In order to enjoy the movie you have to be able to empathize with or at least tolerate the film’s young protagonist Oskar (Thomas Horn), an extremely unconventional hero who makes this movie a difficult sell. If you find him irritating (which I can completely understand), you will absolutely loathe the film. That’s a real pity, because Horn is amazing as a grieving, anti-social nine year old who has to cope with losing the most important person in his life. His mom (Sandra Bullock) is well meaning, but virtually helpless as she is crippled by grief herself. Oskar throws some misguided resentment and blame on her, further driving a wedge between them.
Through a series of flashbacks we see what a wonderful dad (played by Tom Hanks) Oskar had. He cultivates his son’s freakish intelligence with elaborate treasure hunts and secret missions that require intricate mapping and organizational skills. Dear old dad plants all the clues in advance, and each mission infuses Oskar with confidence. This is also dad’s way of getting Oskar (who may have Asperger’s) to interact with people, something he is reluctant and possibly unable to do on his own. Oskar was almost finished with one of these puzzles when his father was killed on 9/11.
What many will find off-putting about Oskar is his seeming lack of emotion, particularly following his father’s death. He is reclusive and downright cruel to his mother sometimes, and he is so matter of fact that it comes across as creepy as times. If Oskar really does have Asperger’s, these emotional detachments would fall under normal behavior for someone with the condition. It also could just be his way of coping with the trauma and loss from “the worst day”, as Oskar chooses to call 9/11. At any rate, I thought Horn was brilliant, particularly in a frantic scene in which he recants everything that has happened to him over the last year in quick bursts of exposition. The dialogue made my head swim; I can’t imagine how the young actor nailed it.
Oskar’s journeys through the streets of New York bring him into contact with a myriad of helpful people, including a mysterious mute (played by Max Von Sydow), a kindly woman (Viola Davis) and her husband (Jeffrey Wright) who all play heavily into the outcome of Oskar’s story. Naturally he touches everyone he meets with his sad tale. The cynic in me was rolling my eyes at all the coincidences and kindness swirling around the culmination of the movie, but it is a sweet tale. Oskar explains that his obsession to finish the project is his way of extending his last moments with his dad, an understandable sentiment.
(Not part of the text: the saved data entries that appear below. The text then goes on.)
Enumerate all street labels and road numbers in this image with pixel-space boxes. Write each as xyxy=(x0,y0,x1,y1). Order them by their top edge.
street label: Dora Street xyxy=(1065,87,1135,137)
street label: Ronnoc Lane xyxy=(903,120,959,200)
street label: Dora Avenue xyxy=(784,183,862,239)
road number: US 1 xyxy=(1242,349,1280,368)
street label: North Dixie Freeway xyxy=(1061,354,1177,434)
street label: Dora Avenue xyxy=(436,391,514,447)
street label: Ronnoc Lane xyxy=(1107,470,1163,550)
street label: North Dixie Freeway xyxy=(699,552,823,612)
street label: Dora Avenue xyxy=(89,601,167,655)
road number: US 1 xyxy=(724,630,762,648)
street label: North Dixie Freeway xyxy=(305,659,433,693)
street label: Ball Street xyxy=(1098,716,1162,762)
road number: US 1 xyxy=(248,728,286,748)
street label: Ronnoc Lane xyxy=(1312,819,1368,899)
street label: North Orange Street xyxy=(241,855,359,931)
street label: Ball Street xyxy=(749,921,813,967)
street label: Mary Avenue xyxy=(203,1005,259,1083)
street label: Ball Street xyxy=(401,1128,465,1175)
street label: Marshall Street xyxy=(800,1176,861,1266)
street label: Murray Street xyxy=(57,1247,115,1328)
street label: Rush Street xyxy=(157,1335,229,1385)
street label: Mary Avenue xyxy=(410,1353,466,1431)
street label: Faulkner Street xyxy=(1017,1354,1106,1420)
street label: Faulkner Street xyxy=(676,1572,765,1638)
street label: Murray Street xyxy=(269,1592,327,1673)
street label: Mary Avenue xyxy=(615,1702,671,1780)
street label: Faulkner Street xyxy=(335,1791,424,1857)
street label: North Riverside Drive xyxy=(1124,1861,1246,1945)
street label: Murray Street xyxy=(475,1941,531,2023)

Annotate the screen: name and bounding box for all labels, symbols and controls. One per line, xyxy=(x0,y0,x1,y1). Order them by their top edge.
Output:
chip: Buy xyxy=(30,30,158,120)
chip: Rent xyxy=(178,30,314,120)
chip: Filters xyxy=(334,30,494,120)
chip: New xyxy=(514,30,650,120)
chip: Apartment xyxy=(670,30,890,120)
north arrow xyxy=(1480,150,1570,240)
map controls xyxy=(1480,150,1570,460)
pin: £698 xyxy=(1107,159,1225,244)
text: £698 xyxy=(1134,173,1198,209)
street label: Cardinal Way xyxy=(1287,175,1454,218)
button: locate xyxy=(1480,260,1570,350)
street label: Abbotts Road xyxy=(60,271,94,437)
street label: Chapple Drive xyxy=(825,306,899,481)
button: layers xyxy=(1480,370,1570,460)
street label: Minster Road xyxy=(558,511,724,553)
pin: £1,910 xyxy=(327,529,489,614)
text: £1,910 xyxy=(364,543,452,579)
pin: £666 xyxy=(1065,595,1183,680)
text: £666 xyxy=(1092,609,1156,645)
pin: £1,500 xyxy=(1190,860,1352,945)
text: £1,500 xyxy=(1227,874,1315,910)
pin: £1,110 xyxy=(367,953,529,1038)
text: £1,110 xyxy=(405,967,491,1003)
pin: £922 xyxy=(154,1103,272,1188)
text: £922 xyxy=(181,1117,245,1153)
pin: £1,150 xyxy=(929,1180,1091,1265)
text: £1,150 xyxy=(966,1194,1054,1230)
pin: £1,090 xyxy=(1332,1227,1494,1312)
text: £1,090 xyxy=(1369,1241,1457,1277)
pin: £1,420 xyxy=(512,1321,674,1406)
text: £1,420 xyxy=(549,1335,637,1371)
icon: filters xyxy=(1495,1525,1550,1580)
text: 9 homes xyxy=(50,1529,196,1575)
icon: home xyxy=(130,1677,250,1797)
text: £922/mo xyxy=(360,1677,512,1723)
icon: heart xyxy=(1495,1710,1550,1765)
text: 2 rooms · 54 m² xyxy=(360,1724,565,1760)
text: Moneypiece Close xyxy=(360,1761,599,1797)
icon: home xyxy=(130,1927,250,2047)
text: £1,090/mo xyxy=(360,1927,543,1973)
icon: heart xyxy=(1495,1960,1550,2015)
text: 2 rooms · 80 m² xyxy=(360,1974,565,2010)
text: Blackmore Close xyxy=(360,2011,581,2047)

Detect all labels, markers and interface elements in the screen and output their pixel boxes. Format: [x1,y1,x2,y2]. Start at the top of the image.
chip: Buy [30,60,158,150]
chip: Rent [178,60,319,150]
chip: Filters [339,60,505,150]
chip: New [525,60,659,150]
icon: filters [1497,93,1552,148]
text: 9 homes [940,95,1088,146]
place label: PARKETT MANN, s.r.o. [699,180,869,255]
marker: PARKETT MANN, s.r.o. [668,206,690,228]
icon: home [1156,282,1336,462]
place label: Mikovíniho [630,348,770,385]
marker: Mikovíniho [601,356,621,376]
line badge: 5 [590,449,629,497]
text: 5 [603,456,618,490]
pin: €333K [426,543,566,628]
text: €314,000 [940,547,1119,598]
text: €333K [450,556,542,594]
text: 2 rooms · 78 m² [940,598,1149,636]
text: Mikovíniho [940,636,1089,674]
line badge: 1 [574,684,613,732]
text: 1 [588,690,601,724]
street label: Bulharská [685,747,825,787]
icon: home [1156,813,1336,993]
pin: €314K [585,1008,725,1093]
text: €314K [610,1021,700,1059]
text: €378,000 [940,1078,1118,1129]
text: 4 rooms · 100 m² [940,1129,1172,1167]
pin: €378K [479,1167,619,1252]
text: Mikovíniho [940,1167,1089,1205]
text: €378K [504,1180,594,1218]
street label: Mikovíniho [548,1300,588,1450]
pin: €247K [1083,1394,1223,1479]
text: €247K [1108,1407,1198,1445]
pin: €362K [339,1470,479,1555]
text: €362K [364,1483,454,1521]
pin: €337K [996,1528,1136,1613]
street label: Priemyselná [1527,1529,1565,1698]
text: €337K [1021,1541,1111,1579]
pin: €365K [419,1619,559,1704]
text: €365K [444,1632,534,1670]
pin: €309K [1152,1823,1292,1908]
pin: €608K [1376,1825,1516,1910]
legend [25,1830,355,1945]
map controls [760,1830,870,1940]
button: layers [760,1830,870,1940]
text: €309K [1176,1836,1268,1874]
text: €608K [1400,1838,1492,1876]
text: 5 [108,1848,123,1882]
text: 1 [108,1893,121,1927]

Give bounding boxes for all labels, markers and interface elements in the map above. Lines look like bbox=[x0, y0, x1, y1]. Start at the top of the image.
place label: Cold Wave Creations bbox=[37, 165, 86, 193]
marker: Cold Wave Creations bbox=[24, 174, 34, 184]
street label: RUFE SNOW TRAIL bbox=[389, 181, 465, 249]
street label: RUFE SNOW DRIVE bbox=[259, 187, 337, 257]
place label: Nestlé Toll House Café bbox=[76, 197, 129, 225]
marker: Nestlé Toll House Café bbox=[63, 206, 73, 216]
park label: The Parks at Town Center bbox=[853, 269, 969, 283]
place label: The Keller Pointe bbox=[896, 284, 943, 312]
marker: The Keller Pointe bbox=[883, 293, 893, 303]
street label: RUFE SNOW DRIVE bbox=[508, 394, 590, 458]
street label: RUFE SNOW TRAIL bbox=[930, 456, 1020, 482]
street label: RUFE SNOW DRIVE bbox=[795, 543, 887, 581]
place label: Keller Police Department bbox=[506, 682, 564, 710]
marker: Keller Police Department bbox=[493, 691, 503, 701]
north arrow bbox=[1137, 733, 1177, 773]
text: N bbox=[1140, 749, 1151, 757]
Hanks and Bullock are the co-stars here, and actually don’t have much screen time compared to Horn, who appears in almost every scene. You can hate the character, but don’t hate the actor. I think he performs exactly as he was supposed to. Part of Oskar’s bizarre behavior is a direct result of shouldering the burden of being the sole family member who heard dad’s messages on the answering machine on “the worst day.” He hides the tape from his mother to save her the anquish.
Incidentally, this was the first fictional movie I have seen with 9/11 in it. The scenes are brief, but still packed an emotional wallop. I don’t think that director Stephen Daldry (The Hours, The Reader) exploited the tragedy. If there is any manipulation to be found, it is simply in the story of a young boy losing his father, his manner of death simply complicates things further. Burying an empty casket doesn’t give Oskar closure, and his resolution of grief is a long time coming.